UPA Blurring Common Interests

Updated: January 29, 2011 2:58 pm

What happened during the first fortnight of the New Year, i.e. 2011, has only weakened people’s faith in the UPA-II government. In fact, this period in itself has exposed that the government lacks integrity, orientation and resolve. The first rap for the government came on January 6, when the special court hearing arguments on the plea for closing the over two-decade-old Bofors case questioned the bona fide of the Central Bureau of Investigation in de-freezing Ottavio Quattrocchi’s (the only living accused in the case) bank account in London and giving up attempts to get him extradited to face prosecution in the case. It is to be noted that the investigating agency has sought closure of the prosecution proceedings against the lone surviving accused, Italian businessman Ottavio Quattrocchi, arguing that its plea was “bona fide, in good faith and in public interest”. But Chief Metropolitan Magistrate (CMM) Vinod Yadav said there were “certain mala fide intentions” on the CBI’s parts in its plea to close the case. Although the earlier jolt was delivered two days ago when a recent order by the Income Tax Appellate Tribunal in the Bofors pay-offs case again put the CBI in a fix. While the agency admitted before the court that it agrees with the findings of the tribunal, it still continued to seek withdrawal of the case against Quattrochchi. The tribunal said in the order that kickbacks of 41 crore were paid to the late Win Chaddha and Quattrocchi in the gun deal. Thereafter, the government appeared to be disoriented in solving the Telangana puzzle. The Union Home Ministry’s initiative to call all recognised political parties in Andhra Pradesh for talks on the Telangana issue was welcome. Neither did the Congress come out with any firm stand on bifurcation of the state nor did it voice its opinion to the Srikrishna Committee while all other parties had done so. As the Congress, the major political party of the state, is divided on regional lines on the bifurcation issue, one wonders how it will fare in the future from the region.

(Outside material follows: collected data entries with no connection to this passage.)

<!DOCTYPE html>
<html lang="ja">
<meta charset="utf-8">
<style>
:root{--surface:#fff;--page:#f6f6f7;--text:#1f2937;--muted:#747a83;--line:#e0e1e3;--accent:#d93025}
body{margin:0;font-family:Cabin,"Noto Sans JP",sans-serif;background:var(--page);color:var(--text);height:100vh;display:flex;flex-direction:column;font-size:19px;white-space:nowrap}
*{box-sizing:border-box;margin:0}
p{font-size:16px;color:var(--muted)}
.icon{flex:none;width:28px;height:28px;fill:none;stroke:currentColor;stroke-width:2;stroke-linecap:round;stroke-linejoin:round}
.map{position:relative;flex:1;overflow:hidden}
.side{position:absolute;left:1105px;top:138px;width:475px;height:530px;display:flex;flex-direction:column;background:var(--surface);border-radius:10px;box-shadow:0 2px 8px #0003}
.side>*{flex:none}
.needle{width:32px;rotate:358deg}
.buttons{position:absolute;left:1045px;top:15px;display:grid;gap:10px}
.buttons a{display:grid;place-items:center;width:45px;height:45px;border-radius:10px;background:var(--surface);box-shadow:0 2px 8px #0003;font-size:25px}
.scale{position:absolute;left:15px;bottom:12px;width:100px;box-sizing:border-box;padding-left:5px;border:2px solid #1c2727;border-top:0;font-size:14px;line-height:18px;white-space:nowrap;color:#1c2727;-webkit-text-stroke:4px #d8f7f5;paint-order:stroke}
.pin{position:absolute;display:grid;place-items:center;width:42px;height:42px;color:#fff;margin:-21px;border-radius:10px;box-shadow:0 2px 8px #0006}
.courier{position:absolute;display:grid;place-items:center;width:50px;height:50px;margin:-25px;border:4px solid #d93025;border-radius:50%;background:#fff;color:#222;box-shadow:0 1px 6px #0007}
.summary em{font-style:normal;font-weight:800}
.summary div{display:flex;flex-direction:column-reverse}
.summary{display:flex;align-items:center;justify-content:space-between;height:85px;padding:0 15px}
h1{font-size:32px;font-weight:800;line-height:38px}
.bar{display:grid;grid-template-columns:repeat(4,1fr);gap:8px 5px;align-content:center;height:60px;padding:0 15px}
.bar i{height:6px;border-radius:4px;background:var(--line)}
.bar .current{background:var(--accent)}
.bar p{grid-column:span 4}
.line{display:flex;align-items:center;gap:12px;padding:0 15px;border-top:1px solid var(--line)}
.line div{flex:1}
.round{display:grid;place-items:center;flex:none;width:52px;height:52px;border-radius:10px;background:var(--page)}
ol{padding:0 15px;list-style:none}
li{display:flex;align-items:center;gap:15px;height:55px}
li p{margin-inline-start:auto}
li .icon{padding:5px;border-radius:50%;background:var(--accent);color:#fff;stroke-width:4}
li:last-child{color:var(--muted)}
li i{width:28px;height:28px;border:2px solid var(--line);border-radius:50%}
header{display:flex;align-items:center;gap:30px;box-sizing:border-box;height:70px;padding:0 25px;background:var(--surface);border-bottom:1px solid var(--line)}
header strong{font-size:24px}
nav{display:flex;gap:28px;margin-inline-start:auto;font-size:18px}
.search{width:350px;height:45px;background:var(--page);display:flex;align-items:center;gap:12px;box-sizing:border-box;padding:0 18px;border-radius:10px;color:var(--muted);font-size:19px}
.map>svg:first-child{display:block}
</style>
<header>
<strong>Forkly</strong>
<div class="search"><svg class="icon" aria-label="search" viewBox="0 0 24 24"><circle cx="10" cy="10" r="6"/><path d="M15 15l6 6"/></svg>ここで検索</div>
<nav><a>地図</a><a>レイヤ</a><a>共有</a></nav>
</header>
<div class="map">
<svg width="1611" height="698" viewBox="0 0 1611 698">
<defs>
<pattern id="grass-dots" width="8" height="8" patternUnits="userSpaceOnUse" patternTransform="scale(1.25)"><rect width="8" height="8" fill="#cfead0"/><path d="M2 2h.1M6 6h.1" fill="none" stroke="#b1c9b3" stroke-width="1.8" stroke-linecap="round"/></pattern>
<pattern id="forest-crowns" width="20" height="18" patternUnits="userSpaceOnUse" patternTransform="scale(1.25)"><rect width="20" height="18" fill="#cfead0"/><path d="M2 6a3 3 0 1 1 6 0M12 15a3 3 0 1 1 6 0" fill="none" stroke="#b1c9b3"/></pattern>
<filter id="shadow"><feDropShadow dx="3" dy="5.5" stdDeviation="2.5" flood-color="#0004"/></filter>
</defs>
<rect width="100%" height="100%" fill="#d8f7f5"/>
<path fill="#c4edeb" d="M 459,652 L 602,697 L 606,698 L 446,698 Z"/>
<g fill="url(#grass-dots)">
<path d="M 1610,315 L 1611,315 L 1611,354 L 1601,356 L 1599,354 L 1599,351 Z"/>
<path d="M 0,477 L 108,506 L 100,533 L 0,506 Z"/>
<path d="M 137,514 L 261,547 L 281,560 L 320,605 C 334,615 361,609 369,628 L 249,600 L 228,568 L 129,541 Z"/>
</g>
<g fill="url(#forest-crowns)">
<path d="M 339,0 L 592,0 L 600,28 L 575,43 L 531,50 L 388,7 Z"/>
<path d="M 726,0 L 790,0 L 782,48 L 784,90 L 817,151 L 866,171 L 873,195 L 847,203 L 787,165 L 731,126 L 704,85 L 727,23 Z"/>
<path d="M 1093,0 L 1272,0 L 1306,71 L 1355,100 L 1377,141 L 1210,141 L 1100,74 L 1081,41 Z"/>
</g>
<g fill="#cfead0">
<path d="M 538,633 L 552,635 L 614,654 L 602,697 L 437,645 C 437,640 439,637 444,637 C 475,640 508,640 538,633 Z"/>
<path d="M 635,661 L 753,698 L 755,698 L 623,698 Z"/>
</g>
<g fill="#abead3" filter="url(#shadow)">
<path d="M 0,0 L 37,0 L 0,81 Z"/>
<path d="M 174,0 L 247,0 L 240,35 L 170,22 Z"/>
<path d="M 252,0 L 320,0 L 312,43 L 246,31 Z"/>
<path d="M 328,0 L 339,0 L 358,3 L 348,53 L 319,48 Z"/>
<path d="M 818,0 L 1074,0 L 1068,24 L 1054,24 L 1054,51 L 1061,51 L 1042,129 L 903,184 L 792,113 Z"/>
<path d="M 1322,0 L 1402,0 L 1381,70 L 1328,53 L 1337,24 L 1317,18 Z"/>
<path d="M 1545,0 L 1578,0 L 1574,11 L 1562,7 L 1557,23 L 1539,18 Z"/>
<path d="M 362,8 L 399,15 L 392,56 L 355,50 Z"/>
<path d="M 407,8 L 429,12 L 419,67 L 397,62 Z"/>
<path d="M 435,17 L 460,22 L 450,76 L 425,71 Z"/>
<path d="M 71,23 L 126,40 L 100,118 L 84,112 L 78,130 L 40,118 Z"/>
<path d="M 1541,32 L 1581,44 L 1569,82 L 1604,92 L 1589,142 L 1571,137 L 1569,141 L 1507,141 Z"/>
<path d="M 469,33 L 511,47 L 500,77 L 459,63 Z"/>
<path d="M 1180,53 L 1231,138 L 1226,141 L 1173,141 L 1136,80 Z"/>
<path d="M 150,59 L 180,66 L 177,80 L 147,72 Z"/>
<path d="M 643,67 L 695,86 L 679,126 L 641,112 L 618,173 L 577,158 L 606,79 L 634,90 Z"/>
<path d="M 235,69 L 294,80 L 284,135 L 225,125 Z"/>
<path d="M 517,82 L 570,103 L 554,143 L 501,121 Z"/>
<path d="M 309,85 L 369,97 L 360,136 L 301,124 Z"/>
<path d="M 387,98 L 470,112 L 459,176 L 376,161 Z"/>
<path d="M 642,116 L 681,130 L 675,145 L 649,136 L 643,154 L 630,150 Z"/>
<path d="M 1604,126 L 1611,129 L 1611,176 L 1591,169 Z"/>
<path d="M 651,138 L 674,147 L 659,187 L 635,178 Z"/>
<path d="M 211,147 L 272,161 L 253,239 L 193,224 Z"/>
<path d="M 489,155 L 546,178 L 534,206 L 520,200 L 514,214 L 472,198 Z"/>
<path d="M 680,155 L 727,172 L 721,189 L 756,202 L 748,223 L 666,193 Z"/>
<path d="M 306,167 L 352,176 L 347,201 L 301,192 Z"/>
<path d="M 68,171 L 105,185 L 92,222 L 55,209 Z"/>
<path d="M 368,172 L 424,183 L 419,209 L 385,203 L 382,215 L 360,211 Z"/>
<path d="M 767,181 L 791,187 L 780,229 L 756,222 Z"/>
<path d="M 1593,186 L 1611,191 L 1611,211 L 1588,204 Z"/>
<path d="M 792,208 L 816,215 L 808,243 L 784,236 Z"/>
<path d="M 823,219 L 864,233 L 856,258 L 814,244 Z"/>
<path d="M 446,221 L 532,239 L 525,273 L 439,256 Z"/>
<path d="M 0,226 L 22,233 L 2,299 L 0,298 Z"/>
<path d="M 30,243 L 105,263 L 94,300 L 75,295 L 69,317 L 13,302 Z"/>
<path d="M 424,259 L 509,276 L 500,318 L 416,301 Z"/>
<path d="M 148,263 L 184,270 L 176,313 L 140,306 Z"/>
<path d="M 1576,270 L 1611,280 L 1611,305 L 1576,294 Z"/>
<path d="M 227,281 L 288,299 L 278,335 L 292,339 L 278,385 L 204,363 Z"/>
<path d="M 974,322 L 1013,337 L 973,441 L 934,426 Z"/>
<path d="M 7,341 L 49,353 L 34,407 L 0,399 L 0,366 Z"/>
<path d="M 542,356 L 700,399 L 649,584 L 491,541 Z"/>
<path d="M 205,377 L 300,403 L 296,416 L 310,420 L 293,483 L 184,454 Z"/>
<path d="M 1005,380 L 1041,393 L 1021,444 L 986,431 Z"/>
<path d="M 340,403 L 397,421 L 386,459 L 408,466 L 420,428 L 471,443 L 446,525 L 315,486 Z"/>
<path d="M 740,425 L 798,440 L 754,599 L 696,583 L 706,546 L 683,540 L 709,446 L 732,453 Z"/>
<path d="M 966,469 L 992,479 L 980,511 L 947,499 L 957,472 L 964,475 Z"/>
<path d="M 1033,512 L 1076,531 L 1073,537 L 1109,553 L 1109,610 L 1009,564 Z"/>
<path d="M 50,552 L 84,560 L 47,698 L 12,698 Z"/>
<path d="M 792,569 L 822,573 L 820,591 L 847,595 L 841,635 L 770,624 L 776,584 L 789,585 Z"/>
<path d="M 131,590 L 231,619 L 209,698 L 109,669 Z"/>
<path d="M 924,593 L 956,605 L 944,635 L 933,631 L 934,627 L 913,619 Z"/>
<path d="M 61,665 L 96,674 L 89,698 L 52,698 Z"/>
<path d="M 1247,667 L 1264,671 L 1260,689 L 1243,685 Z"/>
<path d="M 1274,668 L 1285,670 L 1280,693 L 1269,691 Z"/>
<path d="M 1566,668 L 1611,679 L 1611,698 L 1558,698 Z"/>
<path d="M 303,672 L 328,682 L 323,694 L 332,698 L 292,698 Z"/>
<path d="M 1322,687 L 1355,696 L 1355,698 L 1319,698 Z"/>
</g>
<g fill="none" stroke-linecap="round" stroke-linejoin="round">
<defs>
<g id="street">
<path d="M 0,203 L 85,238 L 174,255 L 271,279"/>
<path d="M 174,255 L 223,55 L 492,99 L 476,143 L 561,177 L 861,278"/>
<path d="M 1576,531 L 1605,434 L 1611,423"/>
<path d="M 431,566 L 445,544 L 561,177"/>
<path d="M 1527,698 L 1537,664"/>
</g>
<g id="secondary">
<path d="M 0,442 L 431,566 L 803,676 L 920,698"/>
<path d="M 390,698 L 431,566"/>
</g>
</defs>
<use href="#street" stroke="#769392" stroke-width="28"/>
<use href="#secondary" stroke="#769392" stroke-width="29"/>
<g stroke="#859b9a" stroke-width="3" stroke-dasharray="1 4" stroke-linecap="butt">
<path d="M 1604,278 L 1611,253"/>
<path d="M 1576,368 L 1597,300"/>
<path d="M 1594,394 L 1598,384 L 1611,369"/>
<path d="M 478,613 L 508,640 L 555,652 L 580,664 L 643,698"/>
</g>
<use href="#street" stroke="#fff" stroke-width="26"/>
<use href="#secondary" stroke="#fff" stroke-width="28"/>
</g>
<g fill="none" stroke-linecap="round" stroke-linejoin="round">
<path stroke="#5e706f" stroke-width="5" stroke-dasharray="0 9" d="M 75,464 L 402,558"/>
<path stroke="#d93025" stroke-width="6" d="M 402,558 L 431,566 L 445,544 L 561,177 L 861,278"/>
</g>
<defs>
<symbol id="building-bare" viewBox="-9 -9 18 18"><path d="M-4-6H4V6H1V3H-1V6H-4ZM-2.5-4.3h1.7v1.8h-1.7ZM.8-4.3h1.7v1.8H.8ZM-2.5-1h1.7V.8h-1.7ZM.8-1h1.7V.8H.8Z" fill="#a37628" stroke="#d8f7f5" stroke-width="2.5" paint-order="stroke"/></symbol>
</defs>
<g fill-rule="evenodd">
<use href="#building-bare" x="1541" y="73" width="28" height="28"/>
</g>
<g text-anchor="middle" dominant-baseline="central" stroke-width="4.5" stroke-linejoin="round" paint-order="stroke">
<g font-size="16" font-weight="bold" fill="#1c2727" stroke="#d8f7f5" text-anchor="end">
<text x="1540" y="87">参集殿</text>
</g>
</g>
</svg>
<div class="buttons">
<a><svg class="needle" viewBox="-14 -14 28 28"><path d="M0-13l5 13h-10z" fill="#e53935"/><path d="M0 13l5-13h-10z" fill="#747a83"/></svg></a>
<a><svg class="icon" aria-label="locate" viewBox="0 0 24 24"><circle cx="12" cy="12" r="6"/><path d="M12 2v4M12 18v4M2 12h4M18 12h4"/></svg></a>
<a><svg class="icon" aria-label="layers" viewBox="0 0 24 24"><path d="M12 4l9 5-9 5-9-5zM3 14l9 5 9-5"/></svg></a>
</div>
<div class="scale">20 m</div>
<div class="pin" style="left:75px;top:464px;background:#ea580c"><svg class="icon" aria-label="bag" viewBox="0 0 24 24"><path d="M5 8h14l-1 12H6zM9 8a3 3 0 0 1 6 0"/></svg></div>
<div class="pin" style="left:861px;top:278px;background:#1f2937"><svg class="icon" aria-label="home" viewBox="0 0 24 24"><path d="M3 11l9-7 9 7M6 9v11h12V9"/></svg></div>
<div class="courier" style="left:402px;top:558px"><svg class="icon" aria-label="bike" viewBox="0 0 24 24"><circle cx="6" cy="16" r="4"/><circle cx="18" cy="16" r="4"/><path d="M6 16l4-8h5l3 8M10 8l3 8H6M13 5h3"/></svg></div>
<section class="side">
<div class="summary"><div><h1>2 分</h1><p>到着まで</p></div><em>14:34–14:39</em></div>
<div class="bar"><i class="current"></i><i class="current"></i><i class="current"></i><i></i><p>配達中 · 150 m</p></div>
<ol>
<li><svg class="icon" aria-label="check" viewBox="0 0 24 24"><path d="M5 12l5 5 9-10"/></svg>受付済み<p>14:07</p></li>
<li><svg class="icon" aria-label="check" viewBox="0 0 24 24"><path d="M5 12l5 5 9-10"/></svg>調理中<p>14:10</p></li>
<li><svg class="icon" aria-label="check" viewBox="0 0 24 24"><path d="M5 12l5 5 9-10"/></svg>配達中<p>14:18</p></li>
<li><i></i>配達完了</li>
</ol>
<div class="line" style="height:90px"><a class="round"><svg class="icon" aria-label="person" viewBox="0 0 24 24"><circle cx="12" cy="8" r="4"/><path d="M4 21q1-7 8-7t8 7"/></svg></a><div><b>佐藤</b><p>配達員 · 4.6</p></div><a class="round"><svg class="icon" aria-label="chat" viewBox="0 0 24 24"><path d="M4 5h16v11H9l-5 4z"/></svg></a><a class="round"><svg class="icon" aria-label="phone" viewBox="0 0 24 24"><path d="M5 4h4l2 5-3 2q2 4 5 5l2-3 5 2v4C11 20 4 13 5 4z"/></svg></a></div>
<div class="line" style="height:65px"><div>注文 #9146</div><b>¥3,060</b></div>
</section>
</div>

                But what turned out to be an albatross round the UPA’s neck is ever-increasing food inflation. Faulty distribution and pricing mechanism of agricultural produce coupled with the damage to crops by untimely rains in certain pockets of the country have led to the over 18 per cent food inflation, just double the percentage recorded one month earlier. In fact, the government which, like the proverbial ostrich, had buried its head in the sand, has suddenly discovered that this is a foolish move when the prospect of danger looms. For a long time, the UPA government has pretended that it can sustain 9 per cent growth without setting fire to prices. Its spokespersons kept saying that by December 2010, inflation would be down to 6 per cent, as if that was an acceptable rate. But now in January, it has pulled its head out and finds that not only has inflation not gone away, it is here to stay. And adding salt to wound is slow industrial growth. Industrial growth, as measured by the index of industrial production (IIP), slumped to an 18-month low of 2.71 per cent. The performance of the manufacturing sector, which constitutes almost 80 per cent of the headline index, was particularly worrisome. Last year’s high base—industrial growth stood at 11.3 per cent in November 2009—coupled with the impact of interest rate increases, inflationary pressures and a moderation in export growth all weighed down IIP growth during the month. So, in this backdrop, the statement like “the government has no tools at its disposal to fight inflation”, on its part, is not proper. It has been made as a tactic to escape from the crisis, when the government has to focus to rein in inflation.